The listing below needs to be copied in full, exactly.
=== Begin Enclosure ===
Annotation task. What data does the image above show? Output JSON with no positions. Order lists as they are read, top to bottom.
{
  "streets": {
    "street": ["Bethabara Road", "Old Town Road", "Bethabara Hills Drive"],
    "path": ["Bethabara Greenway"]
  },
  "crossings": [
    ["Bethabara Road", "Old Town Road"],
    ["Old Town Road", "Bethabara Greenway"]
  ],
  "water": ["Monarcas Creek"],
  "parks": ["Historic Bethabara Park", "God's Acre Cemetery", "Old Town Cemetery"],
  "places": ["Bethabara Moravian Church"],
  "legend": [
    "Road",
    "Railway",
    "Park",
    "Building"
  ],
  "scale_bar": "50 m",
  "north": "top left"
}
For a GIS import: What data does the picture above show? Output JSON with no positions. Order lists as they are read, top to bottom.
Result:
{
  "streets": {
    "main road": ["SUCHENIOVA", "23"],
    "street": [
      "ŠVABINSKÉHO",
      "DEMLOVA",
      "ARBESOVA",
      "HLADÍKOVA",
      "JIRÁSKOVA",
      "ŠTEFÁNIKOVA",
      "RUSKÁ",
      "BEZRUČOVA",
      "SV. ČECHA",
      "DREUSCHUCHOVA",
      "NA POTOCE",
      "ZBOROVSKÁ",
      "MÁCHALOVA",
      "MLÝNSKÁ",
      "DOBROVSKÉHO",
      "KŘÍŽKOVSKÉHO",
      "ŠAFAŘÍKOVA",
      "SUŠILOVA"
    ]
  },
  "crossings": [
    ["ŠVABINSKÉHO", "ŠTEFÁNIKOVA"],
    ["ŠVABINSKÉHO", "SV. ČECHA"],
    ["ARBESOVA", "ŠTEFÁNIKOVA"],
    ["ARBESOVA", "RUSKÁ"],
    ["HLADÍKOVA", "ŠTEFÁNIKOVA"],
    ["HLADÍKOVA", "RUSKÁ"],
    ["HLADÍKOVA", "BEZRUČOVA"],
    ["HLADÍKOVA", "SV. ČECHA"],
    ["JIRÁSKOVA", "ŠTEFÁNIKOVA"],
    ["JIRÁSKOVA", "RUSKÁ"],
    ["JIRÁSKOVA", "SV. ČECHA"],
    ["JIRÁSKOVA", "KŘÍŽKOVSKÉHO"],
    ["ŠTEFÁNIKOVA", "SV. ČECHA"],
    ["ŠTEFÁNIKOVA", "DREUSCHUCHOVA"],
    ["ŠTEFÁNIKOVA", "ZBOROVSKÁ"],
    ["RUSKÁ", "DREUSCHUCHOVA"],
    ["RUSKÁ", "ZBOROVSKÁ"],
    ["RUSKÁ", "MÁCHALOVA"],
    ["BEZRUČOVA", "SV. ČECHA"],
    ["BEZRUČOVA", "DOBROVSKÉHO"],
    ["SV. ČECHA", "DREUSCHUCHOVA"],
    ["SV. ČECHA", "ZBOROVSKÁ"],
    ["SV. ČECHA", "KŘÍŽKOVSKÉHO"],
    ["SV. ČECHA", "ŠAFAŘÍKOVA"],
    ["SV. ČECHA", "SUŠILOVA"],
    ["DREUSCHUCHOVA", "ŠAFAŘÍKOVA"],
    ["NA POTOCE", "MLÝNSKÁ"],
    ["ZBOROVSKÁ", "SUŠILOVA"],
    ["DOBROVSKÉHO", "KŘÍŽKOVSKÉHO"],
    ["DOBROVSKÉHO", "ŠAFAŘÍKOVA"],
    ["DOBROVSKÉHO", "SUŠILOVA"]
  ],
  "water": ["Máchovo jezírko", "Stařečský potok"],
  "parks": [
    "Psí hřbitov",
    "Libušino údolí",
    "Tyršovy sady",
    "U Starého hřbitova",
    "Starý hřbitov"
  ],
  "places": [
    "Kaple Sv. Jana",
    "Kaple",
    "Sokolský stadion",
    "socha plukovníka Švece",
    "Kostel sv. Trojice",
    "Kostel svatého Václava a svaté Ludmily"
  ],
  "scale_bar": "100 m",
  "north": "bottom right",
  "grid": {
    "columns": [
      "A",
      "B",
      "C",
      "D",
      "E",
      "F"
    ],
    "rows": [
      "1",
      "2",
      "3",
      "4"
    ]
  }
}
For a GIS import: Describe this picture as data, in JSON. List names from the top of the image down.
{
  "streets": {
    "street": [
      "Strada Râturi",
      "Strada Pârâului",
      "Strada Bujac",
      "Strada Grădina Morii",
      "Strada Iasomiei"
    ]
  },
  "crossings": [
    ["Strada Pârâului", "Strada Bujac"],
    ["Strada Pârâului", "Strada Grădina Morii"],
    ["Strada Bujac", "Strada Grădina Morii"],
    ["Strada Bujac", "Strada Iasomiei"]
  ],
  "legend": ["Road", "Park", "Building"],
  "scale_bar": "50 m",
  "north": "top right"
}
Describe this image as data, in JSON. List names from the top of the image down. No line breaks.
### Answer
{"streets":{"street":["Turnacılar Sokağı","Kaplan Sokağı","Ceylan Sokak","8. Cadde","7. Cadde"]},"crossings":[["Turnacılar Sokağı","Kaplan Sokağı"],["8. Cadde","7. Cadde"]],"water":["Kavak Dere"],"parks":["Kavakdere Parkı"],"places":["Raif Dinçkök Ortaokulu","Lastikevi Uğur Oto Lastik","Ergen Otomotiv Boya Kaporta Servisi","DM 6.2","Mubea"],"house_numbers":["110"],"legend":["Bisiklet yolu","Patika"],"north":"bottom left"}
=== End Enclosure ===
• EXERCISE SOLUTION:
Annotation task. What data does the image above show? Output JSON with no positions. Order lists as they are read, top to bottom.
{
  "streets": {
    "street": ["Bethabara Road", "Old Town Road", "Bethabara Hills Drive"],
    "path": ["Bethabara Greenway"]
  },
  "crossings": [
    ["Bethabara Road", "Old Town Road"],
    ["Old Town Road", "Bethabara Greenway"]
  ],
  "water": ["Monarcas Creek"],
  "parks": ["Historic Bethabara Park", "God's Acre Cemetery", "Old Town Cemetery"],
  "places": ["Bethabara Moravian Church"],
  "legend": [
    "Road",
    "Railway",
    "Park",
    "Building"
  ],
  "scale_bar": "50 m",
  "north": "top left"
}
For a GIS import: What data does the picture above show? Output JSON with no positions. Order lists as they are read, top to bottom.
Result:
{
  "streets": {
    "main road": ["SUCHENIOVA", "23"],
    "street": [
      "ŠVABINSKÉHO",
      "DEMLOVA",
      "ARBESOVA",
      "HLADÍKOVA",
      "JIRÁSKOVA",
      "ŠTEFÁNIKOVA",
      "RUSKÁ",
      "BEZRUČOVA",
      "SV. ČECHA",
      "DREUSCHUCHOVA",
      "NA POTOCE",
      "ZBOROVSKÁ",
      "MÁCHALOVA",
      "MLÝNSKÁ",
      "DOBROVSKÉHO",
      "KŘÍŽKOVSKÉHO",
      "ŠAFAŘÍKOVA",
      "SUŠILOVA"
    ]
  },
  "crossings": [
    ["ŠVABINSKÉHO", "ŠTEFÁNIKOVA"],
    ["ŠVABINSKÉHO", "SV. ČECHA"],
    ["ARBESOVA", "ŠTEFÁNIKOVA"],
    ["ARBESOVA", "RUSKÁ"],
    ["HLADÍKOVA", "ŠTEFÁNIKOVA"],
    ["HLADÍKOVA", "RUSKÁ"],
    ["HLADÍKOVA", "BEZRUČOVA"],
    ["HLADÍKOVA", "SV. ČECHA"],
    ["JIRÁSKOVA", "ŠTEFÁNIKOVA"],
    ["JIRÁSKOVA", "RUSKÁ"],
    ["JIRÁSKOVA", "SV. ČECHA"],
    ["JIRÁSKOVA", "KŘÍŽKOVSKÉHO"],
    ["ŠTEFÁNIKOVA", "SV. ČECHA"],
    ["ŠTEFÁNIKOVA", "DREUSCHUCHOVA"],
    ["ŠTEFÁNIKOVA", "ZBOROVSKÁ"],
    ["RUSKÁ", "DREUSCHUCHOVA"],
    ["RUSKÁ", "ZBOROVSKÁ"],
    ["RUSKÁ", "MÁCHALOVA"],
    ["BEZRUČOVA", "SV. ČECHA"],
    ["BEZRUČOVA", "DOBROVSKÉHO"],
    ["SV. ČECHA", "DREUSCHUCHOVA"],
    ["SV. ČECHA", "ZBOROVSKÁ"],
    ["SV. ČECHA", "KŘÍŽKOVSKÉHO"],
    ["SV. ČECHA", "ŠAFAŘÍKOVA"],
    ["SV. ČECHA", "SUŠILOVA"],
    ["DREUSCHUCHOVA", "ŠAFAŘÍKOVA"],
    ["NA POTOCE", "MLÝNSKÁ"],
    ["ZBOROVSKÁ", "SUŠILOVA"],
    ["DOBROVSKÉHO", "KŘÍŽKOVSKÉHO"],
    ["DOBROVSKÉHO", "ŠAFAŘÍKOVA"],
    ["DOBROVSKÉHO", "SUŠILOVA"]
  ],
  "water": ["Máchovo jezírko", "Stařečský potok"],
  "parks": [
    "Psí hřbitov",
    "Libušino údolí",
    "Tyršovy sady",
    "U Starého hřbitova",
    "Starý hřbitov"
  ],
  "places": [
    "Kaple Sv. Jana",
    "Kaple",
    "Sokolský stadion",
    "socha plukovníka Švece",
    "Kostel sv. Trojice",
    "Kostel svatého Václava a svaté Ludmily"
  ],
  "scale_bar": "100 m",
  "north": "bottom right",
  "grid": {
    "columns": [
      "A",
      "B",
      "C",
      "D",
      "E",
      "F"
    ],
    "rows": [
      "1",
      "2",
      "3",
      "4"
    ]
  }
}
For a GIS import: Describe this picture as data, in JSON. List names from the top of the image down.
{
  "streets": {
    "street": [
      "Strada Râturi",
      "Strada Pârâului",
      "Strada Bujac",
      "Strada Grădina Morii",
      "Strada Iasomiei"
    ]
  },
  "crossings": [
    ["Strada Pârâului", "Strada Bujac"],
    ["Strada Pârâului", "Strada Grădina Morii"],
    ["Strada Bujac", "Strada Grădina Morii"],
    ["Strada Bujac", "Strada Iasomiei"]
  ],
  "legend": ["Road", "Park", "Building"],
  "scale_bar": "50 m",
  "north": "top right"
}
Describe this image as data, in JSON. List names from the top of the image down. No line breaks.
### Answer
{"streets":{"street":["Turnacılar Sokağı","Kaplan Sokağı","Ceylan Sokak","8. Cadde","7. Cadde"]},"crossings":[["Turnacılar Sokağı","Kaplan Sokağı"],["8. Cadde","7. Cadde"]],"water":["Kavak Dere"],"parks":["Kavakdere Parkı"],"places":["Raif Dinçkök Ortaokulu","Lastikevi Uğur Oto Lastik","Ergen Otomotiv Boya Kaporta Servisi","DM 6.2","Mubea"],"house_numbers":["110"],"legend":["Bisiklet yolu","Patika"],"north":"bottom left"}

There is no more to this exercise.